**TASK GOAL**
Copy exactly the lines of the data below that run from the line holding "function stroke(path, color, width, dash)" through the line holding "ctx.strokeStyle = halo;", both ends included.

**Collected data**
[Start of section]

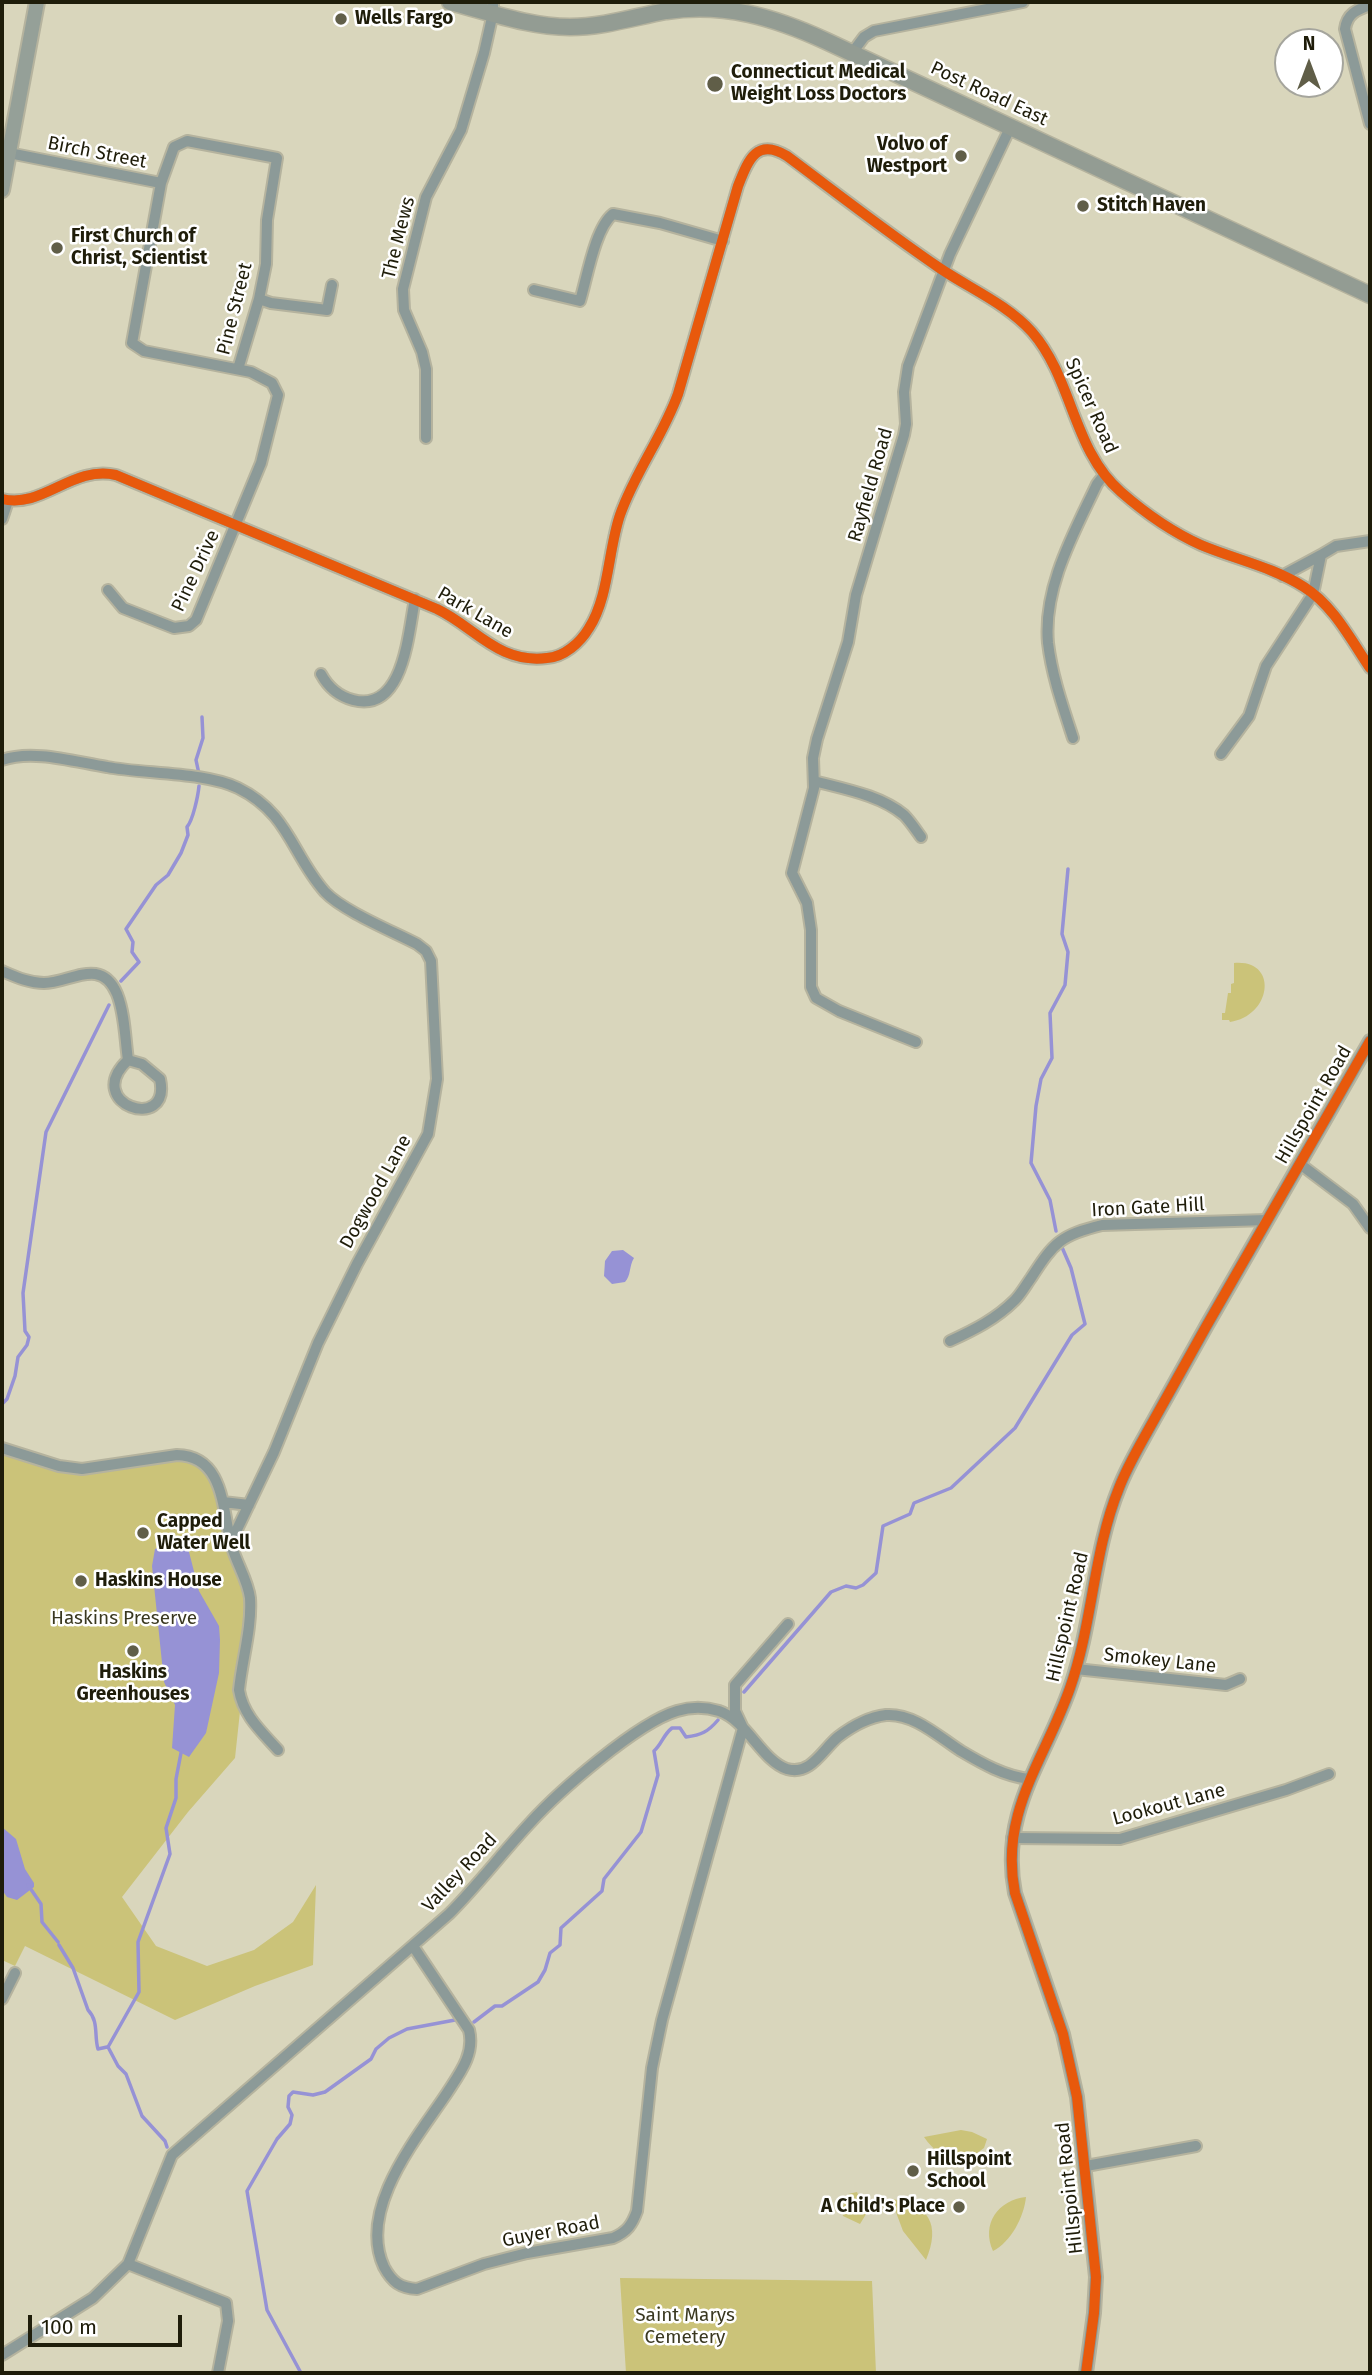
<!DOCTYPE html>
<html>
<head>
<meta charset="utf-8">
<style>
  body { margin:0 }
  #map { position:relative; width:1372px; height:2375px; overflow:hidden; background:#d9d6bc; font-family:"Fira Sans",sans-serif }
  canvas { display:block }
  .frame { position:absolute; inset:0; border:4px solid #1f1d0a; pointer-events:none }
  .north { position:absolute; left:1274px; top:28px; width:70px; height:70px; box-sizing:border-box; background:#fff; border:2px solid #a5a59d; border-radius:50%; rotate:0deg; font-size:19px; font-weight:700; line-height:28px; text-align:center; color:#1f1d0a }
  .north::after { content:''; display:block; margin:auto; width:24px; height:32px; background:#605e48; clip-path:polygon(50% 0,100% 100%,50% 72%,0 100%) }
  .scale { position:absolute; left:28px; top:2315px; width:154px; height:32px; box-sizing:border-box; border:4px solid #1f1d0a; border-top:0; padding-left:9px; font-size:21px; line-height:24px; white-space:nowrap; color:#1f1d0a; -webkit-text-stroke:5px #fff; paint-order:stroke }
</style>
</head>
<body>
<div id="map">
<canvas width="1372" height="2375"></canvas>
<div class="frame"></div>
<div class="north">N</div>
<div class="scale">100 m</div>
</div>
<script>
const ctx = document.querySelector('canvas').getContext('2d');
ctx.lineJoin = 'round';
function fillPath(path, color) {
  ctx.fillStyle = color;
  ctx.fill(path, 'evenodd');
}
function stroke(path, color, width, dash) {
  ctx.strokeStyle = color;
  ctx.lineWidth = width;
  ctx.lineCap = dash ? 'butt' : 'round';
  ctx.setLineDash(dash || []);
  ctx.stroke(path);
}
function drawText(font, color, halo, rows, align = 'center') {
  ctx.font = font + ' "Fira Sans",sans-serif';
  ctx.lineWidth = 5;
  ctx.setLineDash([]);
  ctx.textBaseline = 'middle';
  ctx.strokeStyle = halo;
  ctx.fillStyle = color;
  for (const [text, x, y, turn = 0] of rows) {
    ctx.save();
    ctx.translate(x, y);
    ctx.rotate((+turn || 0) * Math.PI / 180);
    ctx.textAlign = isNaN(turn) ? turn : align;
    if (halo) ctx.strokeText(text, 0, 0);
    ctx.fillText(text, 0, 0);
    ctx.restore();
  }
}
fillPath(new Path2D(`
  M1234,963C1279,959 1272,1016 1230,1022L1229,1020H1222V1013H1225L1228,993H1231V984L1234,983Z
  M2,1448L72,1468L177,1455L207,1466L247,1585L241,1702L235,1758L188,1812L122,1897L156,1946L207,1966L254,1950L293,1922L316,1885L313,1965L255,1986L175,2020L25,1946L15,1966L2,1960Z
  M961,2130L972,2132L987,2139L984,2148C961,2166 940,2160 924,2137Z
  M857,2192L859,2197L871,2206L860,2224L843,2216L841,2209L845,2203L850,2201L848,2194Z
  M1026,2197C1024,2217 1011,2242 993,2251C981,2224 998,2200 1026,2197Z
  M891,2199C929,2203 941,2225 926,2260L903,2231Z
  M620,2278L872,2281L876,2373H626Z`), '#cbc379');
fillPath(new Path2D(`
  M623,1250L634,1258C629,1266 631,1276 625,1282L612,1284L604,1276L605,1261L612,1251Z
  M171,1543L188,1548L199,1591L219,1626L220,1640L219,1673L206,1733L189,1757L172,1748L175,1705L164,1682L152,1566L155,1549Z
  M2,1827L16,1839L25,1869L34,1883V1887L17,1900L7,1897L2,1890Z`), '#9692d5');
stroke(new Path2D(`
  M199,774L196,760L203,738L202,717
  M121,981L139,962L132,952L133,942L126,929L156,885L168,875L181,853L188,835L187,827C193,820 198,796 199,786
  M1056,1231L1050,1200L1031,1163L1036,1106L1041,1079L1052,1058L1050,1013L1065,985L1068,952L1062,934L1068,869
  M2,1404L7,1399L15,1376L18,1357L27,1345L29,1337L25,1331L23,1293L46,1132L109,1005
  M744,1692L831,1592L846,1586L856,1588L863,1585L876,1573L883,1526L910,1514L914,1503L951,1488L1015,1428L1072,1335L1085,1324L1071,1268L1061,1245
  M28,1885L41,1904L42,1922L58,1942
  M59,1945L73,1968L88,2010C99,2021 94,2036 98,2049L107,2047
  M474,2022L495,2006H502L538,1982L545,1970L550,1953L560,1945L561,1928L602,1891L604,1879L641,1832L658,1775L654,1751C662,1744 663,1735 672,1728H680L686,1737C701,1735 708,1732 718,1720
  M167,2147L165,2141L142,2116L126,2074L118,2066L108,2047L139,1992L138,1942L170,1854L166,1828L176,1798V1779L181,1753
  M301,2373L267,2310L247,2191L277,2139L290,2124L292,2115L288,2107L289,2096L293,2092L313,2095L325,2092L371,2059L376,2049L389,2038L407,2029L455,2020`), '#9692d5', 3.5);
const minor = new Path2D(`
  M1370,5C1356,10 1347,14 1345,29L1370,124
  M852,53L864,37L874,31L1023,2
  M9,153L161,183L174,147L187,141L277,158L267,220L266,264L259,299L238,369
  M534,290L580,301C587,278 595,228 613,214L660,223L723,241
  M259,299L271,303L327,310L332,285
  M426,438V369L422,352L404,310L403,289L426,197L461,130L484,53L493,13V2
  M2,499C43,509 72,465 116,475L437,609C475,627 498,664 547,658C564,657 580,643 589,628C609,597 608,550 620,515C635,472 663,436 678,394L738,186C748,161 756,137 787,156C838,194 888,233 941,269C971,289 1008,305 1032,332C1073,379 1073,451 1121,492C1145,513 1172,532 1201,545C1234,559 1273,567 1304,587C1333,605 1351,640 1370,668
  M2,519L8,501
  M1282,576L1321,555
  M108,590L123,608L174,628L189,626L196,620L261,463L278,395L272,383L251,372L144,351L132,343L161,183
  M321,674C328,687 338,696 353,700C404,713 408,634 415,599
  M1073,738C1063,707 1052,676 1048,643C1043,587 1074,533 1097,484L1104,475
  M1221,754L1249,716L1266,666L1313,594L1321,555L1336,546L1370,541
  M2,760C33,749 75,762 107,767C143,774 206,772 238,788C289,813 292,855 325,892C343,911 392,931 417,944L426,951L431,961L437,1079L428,1134L357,1264L318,1343L274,1452L231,1542
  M814,781C844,789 880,795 904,815C910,821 916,830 921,837
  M2,971C16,977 29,983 44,983C70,983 101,956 117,994C125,1014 125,1039 128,1060L142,1064L160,1079C172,1134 81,1104 128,1060
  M916,1042L839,1011L816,998L811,987V930L807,903L792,873L814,788L813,758L817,739L848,642L856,595L904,435L906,424L904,392L908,366L950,254L1010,128
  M1300,1164L1353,1204L1370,1228
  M950,1341C974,1330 996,1319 1015,1300C1021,1294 1026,1285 1031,1278C1054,1242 1061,1235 1102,1225L1267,1220
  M2,1448L59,1466L82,1469L177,1455C226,1456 222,1513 232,1547C237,1564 248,1581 250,1598C252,1628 242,1660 239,1690C243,1715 261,1731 278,1750
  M223,1502L249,1505
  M1076,1669L1226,1685L1240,1679
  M1012,1838L1120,1839L1286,1790L1329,1774
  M413,1946L469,2030C475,2054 460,2073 447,2093C417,2138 357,2209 384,2267C392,2282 400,2288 417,2289L484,2264L527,2253L613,2238C627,2232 632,2225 637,2211L652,2068L662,2020L743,1728L735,1711V1685L788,1624
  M2,1999L15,1973
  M1086,2166L1196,2146
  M128,2264L226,2303L228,2321L218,2373
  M2,2355L93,2298L128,2264L172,2155L449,1914C478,1885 502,1853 530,1823C559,1791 637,1723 677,1711C690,1707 706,1707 719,1711C747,1720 761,1760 787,1769C811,1776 823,1749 838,1737C851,1727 869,1717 886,1715C914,1713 939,1737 961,1751C983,1764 1004,1776 1029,1779`);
const tertiary = new Path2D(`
  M1086,2373L1094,2313L1096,2277L1077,2097L1063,2034L1015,1893C999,1812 1045,1760 1070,1688C1093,1623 1093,1552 1119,1488C1127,1467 1139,1447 1150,1427C1169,1393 1188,1359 1207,1325C1261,1231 1316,1136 1370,1041`);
const secondary = new Path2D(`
  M2,190L37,2`);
const primary = new Path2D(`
  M450,2C489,12 529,27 570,27C603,27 634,17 666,11C723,2 774,17 826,41L1370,295`);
stroke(minor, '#b5b39e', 14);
stroke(tertiary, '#b5b39e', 16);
stroke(secondary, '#b5b39e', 18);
stroke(primary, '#b5b39e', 19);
stroke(minor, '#8c9a98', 10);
stroke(tertiary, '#8c9a98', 12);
stroke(secondary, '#95a098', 14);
stroke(primary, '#939c93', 16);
stroke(new Path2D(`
  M2,499C43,509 72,465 116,475L437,609C475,627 498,664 547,658C564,657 580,643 589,628C609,597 608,550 620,515C635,472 663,436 678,394L738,186C748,161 756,137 787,156C838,194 888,233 941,269C971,289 1008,305 1032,332C1073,379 1073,451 1121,492C1145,513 1172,532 1201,545C1234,559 1273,567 1304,587C1333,605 1351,640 1370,668
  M1086,2373L1094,2313L1096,2277L1077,2097L1063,2034L1015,1893C999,1812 1045,1760 1070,1688C1093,1623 1093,1552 1119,1488C1127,1467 1139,1447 1150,1427C1169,1393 1188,1359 1207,1325C1261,1231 1316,1136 1370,1041`), '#e8590c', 10);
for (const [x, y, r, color] of [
  [341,19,7,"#605e48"],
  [715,84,9,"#605e48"],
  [961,156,7,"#605e48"],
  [1083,206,7,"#605e48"],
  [57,248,7,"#605e48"],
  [143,1533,7,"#605e48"],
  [81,1581,7,"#605e48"],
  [133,1651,7,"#605e48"],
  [913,2171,7,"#605e48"],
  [959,2207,7,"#605e48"]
]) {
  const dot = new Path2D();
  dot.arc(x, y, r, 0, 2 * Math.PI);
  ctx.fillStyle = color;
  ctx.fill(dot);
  stroke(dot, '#fff', 2.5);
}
drawText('bold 19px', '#1f1d0a', '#fff', [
  ["Wells Fargo",355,19],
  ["Connecticut Medical",731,73],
  ["Weight Loss Doctors",731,95],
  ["Volvo of",947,145,"right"],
  ["Westport",947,167,"right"],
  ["Stitch Haven",1097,206],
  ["First Church of",71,237],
  ["Christ, Scientist",71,259],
  ["Capped",157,1522],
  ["Water Well",157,1544],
  ["Haskins House",95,1581],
  ["Haskins",133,1673,"center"],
  ["Greenhouses",133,1695,"center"],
  ["Hillspoint",927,2160],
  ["School",927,2182],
  ["A Child's Place",945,2207,"right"]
], 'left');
drawText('19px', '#1f1d0a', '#fff', [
  ["Post Road East",989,94,25],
  ["Birch Street",97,153,11],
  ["The Mews",399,238,-76],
  ["Pine Street",235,309,-76],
  ["Spicer Road",1091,406,66],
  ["Rayfield Road",871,485,-74],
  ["Pine Drive",196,571,-65],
  ["Park Lane",475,613,30],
  ["Hillspoint Road",1314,1105,-60],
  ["Dogwood Lane",376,1192,-61],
  ["Iron Gate Hill",1148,1208,-3],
  ["Hillspoint Road",1068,1617,-77],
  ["Smokey Lane",1160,1661,6],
  ["Lookout Lane",1169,1805,-15],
  ["Valley Road",460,1873,-47],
  ["Hillspoint Road",1070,2188,-96],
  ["Guyer Road",551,2232,-11]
]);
drawText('19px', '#3a3820', '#fff', [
  ["Haskins Preserve",124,1619],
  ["Saint Marys",685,2316],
  ["Cemetery",685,2338]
]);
</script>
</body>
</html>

[End of section]

**SOLUTION FOR THIS EXERCISE**
function stroke(path, color, width, dash) {
  ctx.strokeStyle = color;
  ctx.lineWidth = width;
  ctx.lineCap = dash ? 'butt' : 'round';
  ctx.setLineDash(dash || []);
  ctx.stroke(path);
}
function drawText(font, color, halo, rows, align = 'center') {
  ctx.font = font + ' "Fira Sans",sans-serif';
  ctx.lineWidth = 5;
  ctx.setLineDash([]);
  ctx.textBaseline = 'middle';
  ctx.strokeStyle = halo;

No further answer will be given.